We always joke that we had a branch in Jamaica long before we had one in Toronto. We started as a bank that was financing trade between the east coast and the Caribbean. That's our history. That's our route. We have 120-plus years of experience in developing markets.
Then about 30 years ago we had an opportunity to enter the Mexican market, and some visionary CEOs looked at doing that.
We do a lot of homework and a lot of due diligence before we enter a market. Obviously we are looking at stability of political systems, level of corruption. All those kinds of things have to meet our criteria or we don't enter a market.
After that, if we decide to enter a market, usually it's by acquisition. Then we look at the quality and culture of the company and whether it fits with our culture. If we don't end up with the same values and culture, regardless of whether the company is profitable or not, it's not going to be a good fit.
There's an awful lot of due diligence that's done before we think about entering a market. In our case we've built an expertise in Latin America. There's been a long history in the Caribbean, and now we have a history in Latin America—from Mexico to Peru to Chile, to Colombia last year, Brazil, and Uruguay.
We have a core competency in Spanish now. All of us in head office are learning Spanish as well.

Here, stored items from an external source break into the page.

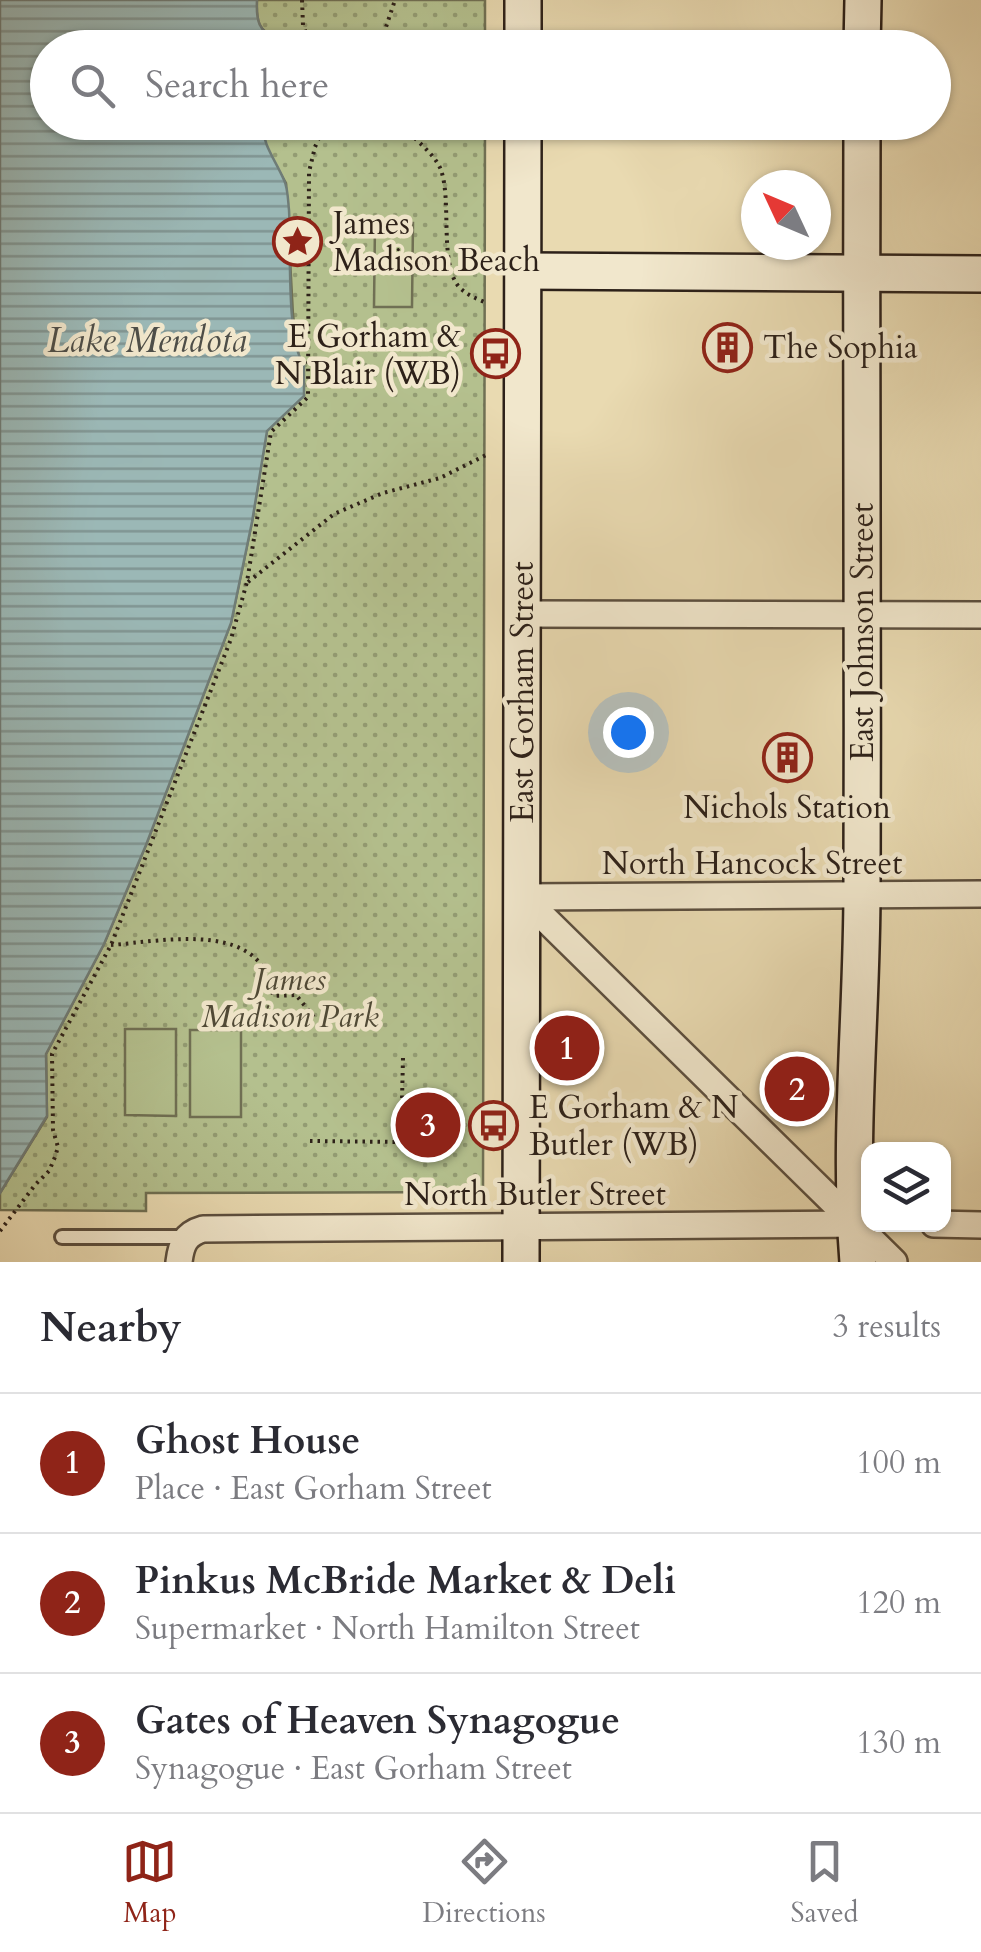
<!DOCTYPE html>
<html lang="en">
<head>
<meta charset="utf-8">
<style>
  body { margin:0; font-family:Cardo,serif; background:#f2f2f3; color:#2b2b33 }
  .controls { position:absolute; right:30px; bottom:30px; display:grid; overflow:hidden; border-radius:20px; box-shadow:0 2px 8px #0004 }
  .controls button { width:90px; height:90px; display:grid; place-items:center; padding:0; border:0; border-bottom:2px solid #e1e1e2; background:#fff; color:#2b2b33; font:50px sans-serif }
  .compass { position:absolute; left:741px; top:170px; width:90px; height:90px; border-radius:50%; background:#fff; box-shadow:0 2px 8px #0004; rotate:314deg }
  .you { position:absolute; left:628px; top:732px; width:35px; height:35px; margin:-25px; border:8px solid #fff; border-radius:50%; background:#1a73e8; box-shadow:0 0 0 15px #1a73e833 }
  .badge { display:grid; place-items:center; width:65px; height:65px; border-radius:50%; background:#8f2418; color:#fff; font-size:32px; font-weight:700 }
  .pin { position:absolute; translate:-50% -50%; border:5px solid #fff; box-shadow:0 2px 10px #0006 }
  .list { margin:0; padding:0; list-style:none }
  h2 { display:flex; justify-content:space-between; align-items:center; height:130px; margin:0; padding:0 40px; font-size:42px }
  h2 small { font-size:32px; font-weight:400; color:#7c7c81 }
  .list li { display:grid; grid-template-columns:65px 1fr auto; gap:30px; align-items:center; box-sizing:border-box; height:140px; padding:0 40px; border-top:2px solid #e1e1e2 }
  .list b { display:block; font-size:38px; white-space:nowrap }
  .list p { margin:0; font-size:32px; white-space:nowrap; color:#7c7c81 }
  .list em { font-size:32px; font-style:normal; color:#7c7c81 }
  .icon { flex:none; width:55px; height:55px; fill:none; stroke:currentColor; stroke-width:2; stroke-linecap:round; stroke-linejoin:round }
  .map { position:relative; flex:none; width:981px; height:1262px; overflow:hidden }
  .search { position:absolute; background:#fff; box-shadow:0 2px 8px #0004; left:30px; right:30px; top:30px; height:110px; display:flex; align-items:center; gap:25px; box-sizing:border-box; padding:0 35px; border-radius:55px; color:#7c7c81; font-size:38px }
  .sheet { height:550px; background:#fff }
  nav { display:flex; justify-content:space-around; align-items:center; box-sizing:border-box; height:140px; border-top:2px solid #e1e1e2; background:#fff; font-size:28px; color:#7c7c81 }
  nav a { display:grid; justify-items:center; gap:5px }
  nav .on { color:#8f2418 }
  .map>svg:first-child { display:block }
  .park { fill:url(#park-dots); stroke:#707054; stroke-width:2.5 }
  .pitch { fill:#b4c08e; stroke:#707054; stroke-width:2.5 }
  .water { fill:url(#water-rules); stroke:#6f7c77; stroke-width:2.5 }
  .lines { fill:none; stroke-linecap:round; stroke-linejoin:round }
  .lane-casing { stroke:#5c4f3f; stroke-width:18 }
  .street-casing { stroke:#5c4f3f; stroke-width:30 }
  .secondary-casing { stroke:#2d2119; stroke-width:40 }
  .path { stroke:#2d2119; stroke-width:4; stroke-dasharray:2.5 5; stroke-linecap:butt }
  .lane { stroke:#f1e7cc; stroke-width:12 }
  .street { stroke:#f1e7cc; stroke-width:25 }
  .secondary { stroke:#f1e7cc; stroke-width:35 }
  .labels { text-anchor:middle; stroke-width:9; stroke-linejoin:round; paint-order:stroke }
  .poi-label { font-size:32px; fill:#2d2119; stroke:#f1e7cc; text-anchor:start }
  .street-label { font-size:32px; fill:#2d2119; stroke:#f1e7cc }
  .park-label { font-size:32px; font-style:italic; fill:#4f4936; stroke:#f1e7cc }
  .water-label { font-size:35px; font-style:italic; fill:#4e4e48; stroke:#f1e7cc }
</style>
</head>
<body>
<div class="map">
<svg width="981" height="1262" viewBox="0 0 981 1262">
  <defs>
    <pattern id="park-dots" width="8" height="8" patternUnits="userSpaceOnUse" patternTransform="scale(2.5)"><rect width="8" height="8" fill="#b4c08e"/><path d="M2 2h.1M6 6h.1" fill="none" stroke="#939c73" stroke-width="1.8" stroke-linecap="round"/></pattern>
    <pattern id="water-rules" width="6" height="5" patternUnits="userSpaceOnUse" patternTransform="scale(2.5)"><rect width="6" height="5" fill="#9bb8b6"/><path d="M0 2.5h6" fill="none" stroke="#7f9593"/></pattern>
  </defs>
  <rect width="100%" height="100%" fill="#e9dab1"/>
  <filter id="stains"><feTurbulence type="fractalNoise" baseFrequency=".002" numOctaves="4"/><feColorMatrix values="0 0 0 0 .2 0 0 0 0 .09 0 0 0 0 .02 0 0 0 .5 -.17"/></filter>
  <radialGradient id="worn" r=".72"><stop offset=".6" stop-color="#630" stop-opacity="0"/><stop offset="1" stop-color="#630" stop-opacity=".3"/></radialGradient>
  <g class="park">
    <path d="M257,0H485V47H279L278,37C258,34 256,19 257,0Z"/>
    <polygon points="262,123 485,123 483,1192 146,1193 146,1211 0,1210 0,1193 47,1117 46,1054 104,944 146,845 231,623 252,522 267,430 304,395 293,315 286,183 266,149"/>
  </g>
  <g class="pitch">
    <polygon points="375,223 413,223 412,307 374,307"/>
    <polygon points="125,1029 176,1029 176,1116 125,1115"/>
    <rect x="190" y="1030" width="51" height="87"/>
  </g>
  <path class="water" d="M0,0H257C256,19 258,34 278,37L279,47L48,48V122L262,123C263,146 275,159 284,180C288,188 288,201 289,210C291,241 286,345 304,364V396L267,431L252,522L231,623L146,845L104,944L46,1054L47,1116L0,1193Z"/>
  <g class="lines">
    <defs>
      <polyline id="lane" points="62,1237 187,1237"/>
      <g id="street">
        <polyline points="523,614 981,615"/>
        <polyline points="523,897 894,1262"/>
        <polyline points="523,897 981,894"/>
        <polyline points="934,1224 981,1225"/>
        <path d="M179,1262C181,1245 185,1234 203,1229L868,1224"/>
      </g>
      <g id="secondary">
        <polyline points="523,0 523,48"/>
        <polyline points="862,48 863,0"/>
        <polyline points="523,271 981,274"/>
        <polyline points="521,1262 523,122"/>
        <path d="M858,1262C848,1138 862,1014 862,890C863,634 861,378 862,122"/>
      </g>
    </defs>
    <use href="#lane" class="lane-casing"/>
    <use href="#street" class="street-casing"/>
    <use href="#secondary" class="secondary-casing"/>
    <g class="path">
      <polyline points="302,0 303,25 312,48"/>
      <polyline points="379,43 395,43 412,48"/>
      <polyline points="379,48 395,0"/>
      <path d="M399,122C411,137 434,152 441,170C452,202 439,263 459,287C467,295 477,299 487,303"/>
      <polyline points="248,582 334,514 383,493 440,478 488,454"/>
      <path d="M111,945C165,941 264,919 273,996L296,995L314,1017"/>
      <polyline points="310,1141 401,1142 403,1058"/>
      <polyline points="0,1231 35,1185 49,1171 55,1157 58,1147 53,1130 52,1054 111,945 231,639 247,582 271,432 308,397 309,172 315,147 326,122"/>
    </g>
    <use href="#lane" class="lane"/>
    <use href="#street" class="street"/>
    <use href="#secondary" class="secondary"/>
  </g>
  <defs>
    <symbol id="sight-ring" viewBox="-11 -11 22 22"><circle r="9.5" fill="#f1e7cc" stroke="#8f2418" stroke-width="1.5"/><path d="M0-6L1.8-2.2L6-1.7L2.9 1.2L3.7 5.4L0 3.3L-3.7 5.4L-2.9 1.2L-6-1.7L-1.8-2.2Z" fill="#8f2418"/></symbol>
    <symbol id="building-ring" viewBox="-11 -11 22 22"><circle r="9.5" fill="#f1e7cc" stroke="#8f2418" stroke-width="1.5"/><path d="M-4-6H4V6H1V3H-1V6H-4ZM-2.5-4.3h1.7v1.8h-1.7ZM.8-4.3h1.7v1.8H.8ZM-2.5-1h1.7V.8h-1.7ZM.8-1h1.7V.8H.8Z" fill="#8f2418"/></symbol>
    <symbol id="bus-ring" viewBox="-11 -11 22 22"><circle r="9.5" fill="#f1e7cc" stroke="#8f2418" stroke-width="1.5"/><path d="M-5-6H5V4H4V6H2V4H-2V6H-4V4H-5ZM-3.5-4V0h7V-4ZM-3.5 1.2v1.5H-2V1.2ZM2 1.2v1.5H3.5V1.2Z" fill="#8f2418"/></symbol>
  </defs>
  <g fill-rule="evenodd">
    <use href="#sight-ring" x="270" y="214" width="55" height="55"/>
    <use href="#building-ring" x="700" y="320" width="55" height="55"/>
    <use href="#bus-ring" x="468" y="326" width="55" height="55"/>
    <use href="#building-ring" x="760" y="730" width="55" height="55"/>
    <use href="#bus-ring" x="466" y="1098" width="55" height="55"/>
  </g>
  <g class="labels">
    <g class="poi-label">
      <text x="333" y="234">James<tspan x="333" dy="37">Madison Beach</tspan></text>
      <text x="461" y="347" text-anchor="end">E Gorham &amp;<tspan x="461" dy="37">N Blair (WB)</tspan></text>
      <text x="763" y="358">The Sophia</text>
      <text x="787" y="818" text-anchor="middle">Nichols Station</text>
      <text x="529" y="1118">E Gorham &amp; N<tspan x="529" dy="37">Butler (WB)</tspan></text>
    </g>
    <g class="street-label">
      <text transform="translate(862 632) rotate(-90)" y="11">East Johnson Street</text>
      <text transform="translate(522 692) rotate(-90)" y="11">East Gorham Street</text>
      <text x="752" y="874">North Hancock Street</text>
      <text x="535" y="1205">North Butler Street</text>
    </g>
    <g class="park-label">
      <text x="290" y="990">James<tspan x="290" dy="37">Madison Park</tspan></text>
    </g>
    <g class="water-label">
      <text x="147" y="352">Lake Mendota</text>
    </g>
  </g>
  <rect width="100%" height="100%" filter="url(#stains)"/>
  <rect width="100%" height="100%" fill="url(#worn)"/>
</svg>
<div class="controls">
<button><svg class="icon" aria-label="layers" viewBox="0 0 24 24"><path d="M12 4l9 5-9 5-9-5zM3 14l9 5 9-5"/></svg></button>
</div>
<svg class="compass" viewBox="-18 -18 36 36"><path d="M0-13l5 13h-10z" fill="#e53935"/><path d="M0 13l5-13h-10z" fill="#7c7c81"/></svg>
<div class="you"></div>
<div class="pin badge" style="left:567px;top:1048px">1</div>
<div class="pin badge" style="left:797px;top:1089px">2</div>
<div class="pin badge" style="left:428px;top:1125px">3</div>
<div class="search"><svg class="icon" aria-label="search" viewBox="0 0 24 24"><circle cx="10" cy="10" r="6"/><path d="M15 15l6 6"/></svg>Search here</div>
</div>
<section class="sheet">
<h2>Nearby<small>3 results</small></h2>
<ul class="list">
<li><span class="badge">1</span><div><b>Ghost House</b><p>Place · East Gorham Street</p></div><em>100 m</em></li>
<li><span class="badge">2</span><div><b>Pinkus McBride Market &amp; Deli</b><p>Supermarket · North Hamilton Street</p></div><em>120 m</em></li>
<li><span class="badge">3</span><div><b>Gates of Heaven Synagogue</b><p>Synagogue · East Gorham Street</p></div><em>130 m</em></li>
</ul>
</section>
<nav>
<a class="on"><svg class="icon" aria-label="map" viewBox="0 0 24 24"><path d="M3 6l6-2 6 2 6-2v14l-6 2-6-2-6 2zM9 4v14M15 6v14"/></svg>Map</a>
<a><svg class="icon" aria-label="directions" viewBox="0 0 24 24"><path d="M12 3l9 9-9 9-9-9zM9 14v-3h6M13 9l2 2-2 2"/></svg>Directions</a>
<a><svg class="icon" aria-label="saved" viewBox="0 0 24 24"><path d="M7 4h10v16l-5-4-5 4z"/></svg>Saved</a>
</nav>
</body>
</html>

Over half of Scotiabank's employees speak Spanish as their first and usually only language, and we have some core competency in Latin American culture.
I was asked at the university why we aren't in Africa, and it's that it takes a massive amount of time, energy, and management attention to learn a market and a culture. For us, it's been Latin America, the Caribbean, and Asia, outside of Canada.
Sorry. That was a long answer to your question.